WHAT THE TASK REQUIRES
Tell me, please, how many lines in the records below include the word "data". Give no more than the number.

EXTRACTED RECORDS
----

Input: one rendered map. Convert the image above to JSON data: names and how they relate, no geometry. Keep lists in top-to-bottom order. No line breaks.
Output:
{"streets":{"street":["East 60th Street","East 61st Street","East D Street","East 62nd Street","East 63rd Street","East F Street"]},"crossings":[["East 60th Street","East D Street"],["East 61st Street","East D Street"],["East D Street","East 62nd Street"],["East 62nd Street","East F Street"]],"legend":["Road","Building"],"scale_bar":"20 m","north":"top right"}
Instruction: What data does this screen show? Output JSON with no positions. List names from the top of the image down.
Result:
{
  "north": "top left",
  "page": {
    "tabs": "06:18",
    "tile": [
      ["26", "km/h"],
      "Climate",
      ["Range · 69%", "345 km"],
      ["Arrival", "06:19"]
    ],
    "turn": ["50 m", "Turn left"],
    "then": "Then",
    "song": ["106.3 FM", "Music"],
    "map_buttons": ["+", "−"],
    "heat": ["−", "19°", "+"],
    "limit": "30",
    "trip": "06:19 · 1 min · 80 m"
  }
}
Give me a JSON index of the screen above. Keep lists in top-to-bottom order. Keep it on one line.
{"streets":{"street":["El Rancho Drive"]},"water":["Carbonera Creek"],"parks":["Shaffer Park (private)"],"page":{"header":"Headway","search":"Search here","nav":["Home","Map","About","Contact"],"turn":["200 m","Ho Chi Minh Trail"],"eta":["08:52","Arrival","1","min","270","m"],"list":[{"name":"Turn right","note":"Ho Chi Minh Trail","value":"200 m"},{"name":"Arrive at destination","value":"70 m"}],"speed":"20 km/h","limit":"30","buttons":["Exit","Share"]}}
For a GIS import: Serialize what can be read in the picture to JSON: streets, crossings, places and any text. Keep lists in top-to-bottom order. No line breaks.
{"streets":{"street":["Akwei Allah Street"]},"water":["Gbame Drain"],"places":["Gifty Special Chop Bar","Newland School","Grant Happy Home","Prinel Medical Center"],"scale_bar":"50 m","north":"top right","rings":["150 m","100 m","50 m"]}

----

RESPONSE TO THIS EXERCISE
2